*How to complete this task*.
Gather every line in the records below that contains the word "solid".

************

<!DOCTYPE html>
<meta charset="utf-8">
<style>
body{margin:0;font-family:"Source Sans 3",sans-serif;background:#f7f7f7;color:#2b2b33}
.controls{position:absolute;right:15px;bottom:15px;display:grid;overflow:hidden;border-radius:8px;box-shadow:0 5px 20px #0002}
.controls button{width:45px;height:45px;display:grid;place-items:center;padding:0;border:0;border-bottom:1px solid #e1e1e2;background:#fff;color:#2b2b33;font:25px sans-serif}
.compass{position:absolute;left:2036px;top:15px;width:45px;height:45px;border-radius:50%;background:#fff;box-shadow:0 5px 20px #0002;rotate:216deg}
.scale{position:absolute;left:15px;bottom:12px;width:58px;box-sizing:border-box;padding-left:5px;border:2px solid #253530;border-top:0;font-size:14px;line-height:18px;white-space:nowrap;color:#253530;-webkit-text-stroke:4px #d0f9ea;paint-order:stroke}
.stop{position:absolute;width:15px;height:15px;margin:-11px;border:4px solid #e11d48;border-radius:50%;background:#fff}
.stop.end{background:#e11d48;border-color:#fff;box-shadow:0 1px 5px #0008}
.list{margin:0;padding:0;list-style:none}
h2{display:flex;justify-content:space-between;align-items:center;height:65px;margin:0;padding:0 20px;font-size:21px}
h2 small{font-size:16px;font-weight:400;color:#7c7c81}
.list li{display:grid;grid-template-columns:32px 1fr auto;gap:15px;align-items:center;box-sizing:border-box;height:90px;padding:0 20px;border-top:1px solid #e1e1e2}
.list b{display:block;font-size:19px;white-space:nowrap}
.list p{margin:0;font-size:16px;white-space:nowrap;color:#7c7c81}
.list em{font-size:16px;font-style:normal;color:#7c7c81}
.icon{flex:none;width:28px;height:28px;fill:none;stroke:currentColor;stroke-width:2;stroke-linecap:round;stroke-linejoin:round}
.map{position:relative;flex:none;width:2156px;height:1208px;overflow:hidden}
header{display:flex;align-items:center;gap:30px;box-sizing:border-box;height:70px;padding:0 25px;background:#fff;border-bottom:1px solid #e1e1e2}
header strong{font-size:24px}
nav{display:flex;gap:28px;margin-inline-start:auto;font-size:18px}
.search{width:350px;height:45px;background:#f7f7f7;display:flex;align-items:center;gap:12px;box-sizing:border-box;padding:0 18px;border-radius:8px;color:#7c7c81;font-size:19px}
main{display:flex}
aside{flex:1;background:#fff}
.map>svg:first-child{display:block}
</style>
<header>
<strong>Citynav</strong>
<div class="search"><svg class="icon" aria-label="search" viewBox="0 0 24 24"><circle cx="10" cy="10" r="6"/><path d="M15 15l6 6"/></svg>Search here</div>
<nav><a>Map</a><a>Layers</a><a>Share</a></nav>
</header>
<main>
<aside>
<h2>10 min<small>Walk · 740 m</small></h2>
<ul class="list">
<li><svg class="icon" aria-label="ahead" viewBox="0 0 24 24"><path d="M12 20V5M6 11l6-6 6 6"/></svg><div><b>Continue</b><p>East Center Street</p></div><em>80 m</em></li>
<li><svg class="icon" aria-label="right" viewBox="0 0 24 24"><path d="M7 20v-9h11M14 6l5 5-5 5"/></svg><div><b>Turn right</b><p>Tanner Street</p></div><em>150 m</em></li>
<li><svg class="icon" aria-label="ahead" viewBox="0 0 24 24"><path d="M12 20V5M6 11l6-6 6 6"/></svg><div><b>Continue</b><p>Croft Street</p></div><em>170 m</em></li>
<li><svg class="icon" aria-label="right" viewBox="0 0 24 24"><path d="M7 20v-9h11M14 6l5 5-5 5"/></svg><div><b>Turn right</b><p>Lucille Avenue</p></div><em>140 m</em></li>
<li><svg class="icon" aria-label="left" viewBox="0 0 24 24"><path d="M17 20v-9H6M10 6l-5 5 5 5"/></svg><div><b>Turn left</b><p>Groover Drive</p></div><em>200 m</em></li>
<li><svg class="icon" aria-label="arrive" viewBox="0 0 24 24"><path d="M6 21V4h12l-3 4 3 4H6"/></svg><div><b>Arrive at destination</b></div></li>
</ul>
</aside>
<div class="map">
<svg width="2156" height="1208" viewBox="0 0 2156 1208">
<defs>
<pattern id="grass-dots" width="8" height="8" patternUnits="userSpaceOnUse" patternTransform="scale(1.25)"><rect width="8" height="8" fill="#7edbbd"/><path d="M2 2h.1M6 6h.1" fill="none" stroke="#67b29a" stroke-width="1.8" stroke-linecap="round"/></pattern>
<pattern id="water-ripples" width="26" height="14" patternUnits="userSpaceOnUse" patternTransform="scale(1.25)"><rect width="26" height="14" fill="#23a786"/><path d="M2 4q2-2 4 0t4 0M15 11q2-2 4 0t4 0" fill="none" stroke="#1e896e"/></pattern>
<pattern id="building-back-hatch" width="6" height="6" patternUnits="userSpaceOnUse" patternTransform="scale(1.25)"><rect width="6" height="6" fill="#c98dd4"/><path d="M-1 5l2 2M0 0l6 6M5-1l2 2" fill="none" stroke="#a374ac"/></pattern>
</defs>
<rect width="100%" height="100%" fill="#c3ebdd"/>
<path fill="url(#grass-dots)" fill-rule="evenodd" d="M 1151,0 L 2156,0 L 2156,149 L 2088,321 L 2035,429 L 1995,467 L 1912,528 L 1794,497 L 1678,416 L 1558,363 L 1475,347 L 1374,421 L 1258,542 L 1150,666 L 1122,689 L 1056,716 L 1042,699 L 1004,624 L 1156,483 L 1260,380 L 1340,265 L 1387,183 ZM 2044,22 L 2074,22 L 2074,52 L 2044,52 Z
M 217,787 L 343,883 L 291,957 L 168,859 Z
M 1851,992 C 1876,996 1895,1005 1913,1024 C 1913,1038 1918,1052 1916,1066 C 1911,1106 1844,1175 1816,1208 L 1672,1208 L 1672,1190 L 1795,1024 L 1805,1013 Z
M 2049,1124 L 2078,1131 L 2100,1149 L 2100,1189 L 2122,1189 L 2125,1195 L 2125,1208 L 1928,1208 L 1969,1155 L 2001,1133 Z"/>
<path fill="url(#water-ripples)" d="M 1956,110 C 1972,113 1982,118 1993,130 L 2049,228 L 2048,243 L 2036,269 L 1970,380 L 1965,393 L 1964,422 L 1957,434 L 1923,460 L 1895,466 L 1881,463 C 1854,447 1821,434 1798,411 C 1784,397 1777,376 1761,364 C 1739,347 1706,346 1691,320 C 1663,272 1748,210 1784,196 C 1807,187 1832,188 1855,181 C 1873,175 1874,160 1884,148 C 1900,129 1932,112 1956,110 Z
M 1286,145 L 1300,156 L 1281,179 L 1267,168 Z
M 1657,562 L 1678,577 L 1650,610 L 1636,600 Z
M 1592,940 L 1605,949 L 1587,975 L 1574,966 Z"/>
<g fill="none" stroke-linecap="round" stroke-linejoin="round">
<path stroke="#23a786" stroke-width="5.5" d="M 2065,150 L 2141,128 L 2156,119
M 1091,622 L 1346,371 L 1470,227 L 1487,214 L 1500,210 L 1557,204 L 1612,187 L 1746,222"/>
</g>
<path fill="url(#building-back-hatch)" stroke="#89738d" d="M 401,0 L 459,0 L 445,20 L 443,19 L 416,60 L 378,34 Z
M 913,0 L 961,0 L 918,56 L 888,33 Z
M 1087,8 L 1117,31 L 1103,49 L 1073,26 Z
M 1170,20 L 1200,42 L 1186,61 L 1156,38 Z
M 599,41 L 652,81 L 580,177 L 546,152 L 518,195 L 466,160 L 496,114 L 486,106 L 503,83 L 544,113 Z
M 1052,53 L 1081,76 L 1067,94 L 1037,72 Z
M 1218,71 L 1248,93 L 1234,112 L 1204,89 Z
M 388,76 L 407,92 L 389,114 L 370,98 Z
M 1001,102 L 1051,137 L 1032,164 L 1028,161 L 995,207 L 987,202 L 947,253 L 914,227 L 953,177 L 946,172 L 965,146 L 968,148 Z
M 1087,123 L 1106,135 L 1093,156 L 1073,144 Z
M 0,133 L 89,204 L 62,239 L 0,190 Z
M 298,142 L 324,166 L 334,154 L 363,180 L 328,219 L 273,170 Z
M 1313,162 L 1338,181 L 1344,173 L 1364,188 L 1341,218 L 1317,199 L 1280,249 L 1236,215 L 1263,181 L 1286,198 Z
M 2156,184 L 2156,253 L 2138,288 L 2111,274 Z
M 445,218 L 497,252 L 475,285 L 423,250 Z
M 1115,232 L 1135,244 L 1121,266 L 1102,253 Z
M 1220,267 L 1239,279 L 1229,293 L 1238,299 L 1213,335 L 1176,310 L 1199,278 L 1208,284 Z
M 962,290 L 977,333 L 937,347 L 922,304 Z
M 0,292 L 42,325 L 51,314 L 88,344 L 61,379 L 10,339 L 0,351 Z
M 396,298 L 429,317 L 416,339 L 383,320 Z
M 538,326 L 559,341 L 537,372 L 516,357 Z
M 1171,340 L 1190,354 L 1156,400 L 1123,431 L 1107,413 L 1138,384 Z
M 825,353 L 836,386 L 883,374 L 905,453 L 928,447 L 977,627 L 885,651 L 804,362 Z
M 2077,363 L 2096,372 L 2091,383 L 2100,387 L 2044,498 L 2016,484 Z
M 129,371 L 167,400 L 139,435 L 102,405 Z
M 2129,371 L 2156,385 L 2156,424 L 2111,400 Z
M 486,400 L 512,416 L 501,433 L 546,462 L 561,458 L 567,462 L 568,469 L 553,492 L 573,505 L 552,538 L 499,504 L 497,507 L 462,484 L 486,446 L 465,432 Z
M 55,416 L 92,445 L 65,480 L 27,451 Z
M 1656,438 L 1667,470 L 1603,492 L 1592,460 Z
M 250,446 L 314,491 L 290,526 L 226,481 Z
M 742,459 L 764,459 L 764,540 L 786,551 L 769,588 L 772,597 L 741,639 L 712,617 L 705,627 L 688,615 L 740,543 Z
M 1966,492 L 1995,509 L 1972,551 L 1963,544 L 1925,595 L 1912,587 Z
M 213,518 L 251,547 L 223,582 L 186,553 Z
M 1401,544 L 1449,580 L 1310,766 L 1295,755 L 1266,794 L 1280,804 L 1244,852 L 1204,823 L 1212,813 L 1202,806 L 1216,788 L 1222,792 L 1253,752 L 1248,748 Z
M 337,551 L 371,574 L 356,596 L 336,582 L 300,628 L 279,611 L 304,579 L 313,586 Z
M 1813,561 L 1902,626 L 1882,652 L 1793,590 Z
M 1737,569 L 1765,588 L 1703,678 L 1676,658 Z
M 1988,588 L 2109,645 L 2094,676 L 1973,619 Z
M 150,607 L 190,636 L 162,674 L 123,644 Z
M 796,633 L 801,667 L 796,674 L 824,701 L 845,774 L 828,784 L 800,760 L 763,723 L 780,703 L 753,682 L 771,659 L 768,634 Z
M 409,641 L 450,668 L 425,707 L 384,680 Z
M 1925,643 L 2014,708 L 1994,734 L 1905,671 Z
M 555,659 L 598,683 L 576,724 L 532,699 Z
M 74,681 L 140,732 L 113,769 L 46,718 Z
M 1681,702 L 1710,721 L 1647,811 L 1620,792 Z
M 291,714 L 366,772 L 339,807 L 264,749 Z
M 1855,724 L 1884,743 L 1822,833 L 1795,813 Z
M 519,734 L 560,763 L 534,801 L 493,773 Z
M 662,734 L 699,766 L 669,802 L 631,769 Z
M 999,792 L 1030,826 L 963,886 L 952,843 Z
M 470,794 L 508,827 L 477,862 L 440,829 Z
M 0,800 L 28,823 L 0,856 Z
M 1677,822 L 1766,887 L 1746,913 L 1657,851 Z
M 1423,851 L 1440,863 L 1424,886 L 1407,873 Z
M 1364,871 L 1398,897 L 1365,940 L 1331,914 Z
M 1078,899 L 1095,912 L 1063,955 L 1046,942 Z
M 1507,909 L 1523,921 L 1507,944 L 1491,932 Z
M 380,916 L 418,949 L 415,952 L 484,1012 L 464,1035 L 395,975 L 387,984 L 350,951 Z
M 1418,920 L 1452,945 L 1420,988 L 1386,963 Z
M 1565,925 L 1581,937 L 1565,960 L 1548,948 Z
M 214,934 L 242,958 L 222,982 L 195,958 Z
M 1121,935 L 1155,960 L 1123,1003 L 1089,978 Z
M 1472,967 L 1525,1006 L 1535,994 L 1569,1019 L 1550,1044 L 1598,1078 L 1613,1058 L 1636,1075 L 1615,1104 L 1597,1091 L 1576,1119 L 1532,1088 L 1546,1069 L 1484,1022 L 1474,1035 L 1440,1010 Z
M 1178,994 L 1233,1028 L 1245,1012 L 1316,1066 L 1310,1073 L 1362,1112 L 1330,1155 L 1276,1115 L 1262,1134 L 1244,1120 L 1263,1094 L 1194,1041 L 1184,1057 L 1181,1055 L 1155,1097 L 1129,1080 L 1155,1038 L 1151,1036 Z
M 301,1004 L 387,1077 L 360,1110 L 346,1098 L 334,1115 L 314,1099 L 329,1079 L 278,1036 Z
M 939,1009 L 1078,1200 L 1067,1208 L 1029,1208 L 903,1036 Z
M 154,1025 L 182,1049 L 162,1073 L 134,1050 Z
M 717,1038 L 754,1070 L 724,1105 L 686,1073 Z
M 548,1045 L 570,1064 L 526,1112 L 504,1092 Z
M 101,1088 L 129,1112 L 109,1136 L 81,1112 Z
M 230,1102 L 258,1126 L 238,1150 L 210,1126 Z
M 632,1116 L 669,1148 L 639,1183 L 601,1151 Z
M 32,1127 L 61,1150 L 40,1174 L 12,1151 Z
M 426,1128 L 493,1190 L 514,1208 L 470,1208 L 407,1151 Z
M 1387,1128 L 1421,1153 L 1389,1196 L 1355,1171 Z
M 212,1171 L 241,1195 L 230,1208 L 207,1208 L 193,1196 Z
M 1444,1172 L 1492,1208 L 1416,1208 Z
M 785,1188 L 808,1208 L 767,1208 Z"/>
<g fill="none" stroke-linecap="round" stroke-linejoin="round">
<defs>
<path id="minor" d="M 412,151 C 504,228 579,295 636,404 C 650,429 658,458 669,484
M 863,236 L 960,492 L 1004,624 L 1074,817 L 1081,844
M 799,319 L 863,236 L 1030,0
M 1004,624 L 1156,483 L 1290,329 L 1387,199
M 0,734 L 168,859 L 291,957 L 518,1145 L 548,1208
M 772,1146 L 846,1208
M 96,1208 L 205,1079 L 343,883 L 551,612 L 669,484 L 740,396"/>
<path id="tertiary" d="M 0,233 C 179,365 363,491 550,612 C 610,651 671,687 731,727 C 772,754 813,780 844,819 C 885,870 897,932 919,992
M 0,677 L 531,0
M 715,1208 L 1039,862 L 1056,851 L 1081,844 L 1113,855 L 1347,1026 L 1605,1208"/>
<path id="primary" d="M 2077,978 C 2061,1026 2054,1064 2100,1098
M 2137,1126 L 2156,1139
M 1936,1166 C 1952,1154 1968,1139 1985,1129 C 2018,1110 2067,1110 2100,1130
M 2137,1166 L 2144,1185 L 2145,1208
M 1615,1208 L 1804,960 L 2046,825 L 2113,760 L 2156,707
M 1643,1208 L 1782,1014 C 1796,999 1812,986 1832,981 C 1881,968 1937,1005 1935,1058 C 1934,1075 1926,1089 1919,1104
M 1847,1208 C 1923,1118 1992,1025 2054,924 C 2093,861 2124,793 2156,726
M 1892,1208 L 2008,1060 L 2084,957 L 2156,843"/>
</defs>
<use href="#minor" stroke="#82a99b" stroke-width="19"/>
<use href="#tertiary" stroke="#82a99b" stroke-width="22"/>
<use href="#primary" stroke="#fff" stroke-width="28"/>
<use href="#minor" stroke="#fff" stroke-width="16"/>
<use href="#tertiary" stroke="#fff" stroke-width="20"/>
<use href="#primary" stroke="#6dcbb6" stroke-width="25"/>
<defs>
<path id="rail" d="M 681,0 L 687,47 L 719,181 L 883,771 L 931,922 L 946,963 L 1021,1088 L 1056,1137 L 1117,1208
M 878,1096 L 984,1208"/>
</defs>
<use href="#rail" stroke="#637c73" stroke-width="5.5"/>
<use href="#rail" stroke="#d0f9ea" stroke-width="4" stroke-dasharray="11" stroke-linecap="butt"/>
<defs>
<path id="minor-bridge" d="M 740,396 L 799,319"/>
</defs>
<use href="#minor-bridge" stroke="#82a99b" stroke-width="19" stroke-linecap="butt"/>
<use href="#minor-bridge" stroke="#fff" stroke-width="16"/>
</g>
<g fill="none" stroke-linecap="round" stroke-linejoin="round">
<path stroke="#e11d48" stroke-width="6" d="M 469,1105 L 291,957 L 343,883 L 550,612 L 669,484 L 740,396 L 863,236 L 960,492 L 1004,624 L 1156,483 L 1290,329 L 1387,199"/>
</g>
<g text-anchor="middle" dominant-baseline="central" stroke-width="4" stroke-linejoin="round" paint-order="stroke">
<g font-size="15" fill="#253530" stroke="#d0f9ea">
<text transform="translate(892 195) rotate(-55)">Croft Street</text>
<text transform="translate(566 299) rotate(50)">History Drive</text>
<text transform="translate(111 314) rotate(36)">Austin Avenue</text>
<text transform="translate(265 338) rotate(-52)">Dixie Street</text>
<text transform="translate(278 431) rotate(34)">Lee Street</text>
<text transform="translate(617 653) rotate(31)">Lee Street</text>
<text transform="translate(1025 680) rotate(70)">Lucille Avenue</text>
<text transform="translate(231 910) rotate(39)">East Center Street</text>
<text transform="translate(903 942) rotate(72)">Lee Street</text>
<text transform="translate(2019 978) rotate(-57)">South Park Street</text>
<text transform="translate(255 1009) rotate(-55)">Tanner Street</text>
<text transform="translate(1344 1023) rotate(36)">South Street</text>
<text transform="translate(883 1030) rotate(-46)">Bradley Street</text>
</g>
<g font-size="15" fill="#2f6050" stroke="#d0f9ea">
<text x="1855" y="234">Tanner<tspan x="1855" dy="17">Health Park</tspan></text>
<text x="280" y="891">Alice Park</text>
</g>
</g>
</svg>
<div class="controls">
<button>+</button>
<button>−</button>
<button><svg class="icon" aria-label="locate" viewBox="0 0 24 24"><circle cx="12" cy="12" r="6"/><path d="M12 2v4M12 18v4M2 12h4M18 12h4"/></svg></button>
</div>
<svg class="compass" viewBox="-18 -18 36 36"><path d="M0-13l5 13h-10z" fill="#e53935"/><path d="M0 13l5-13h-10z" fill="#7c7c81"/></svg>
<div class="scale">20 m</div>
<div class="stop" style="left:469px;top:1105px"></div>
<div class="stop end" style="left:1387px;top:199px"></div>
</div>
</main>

************

*Written reply*.
.controls button{width:45px;height:45px;display:grid;place-items:center;padding:0;border:0;border-bottom:1px solid #e1e1e2;background:#fff;color:#2b2b33;font:25px sans-serif}
.scale{position:absolute;left:15px;bottom:12px;width:58px;box-sizing:border-box;padding-left:5px;border:2px solid #253530;border-top:0;font-size:14px;line-height:18px;white-space:nowrap;color:#253530;-webkit-text-stroke:4px #d0f9ea;paint-order:stroke}
.stop{position:absolute;width:15px;height:15px;margin:-11px;border:4px solid #e11d48;border-radius:50%;background:#fff}
.list li{display:grid;grid-template-columns:32px 1fr auto;gap:15px;align-items:center;box-sizing:border-box;height:90px;padding:0 20px;border-top:1px solid #e1e1e2}
header{display:flex;align-items:center;gap:30px;box-sizing:border-box;height:70px;padding:0 25px;background:#fff;border-bottom:1px solid #e1e1e2}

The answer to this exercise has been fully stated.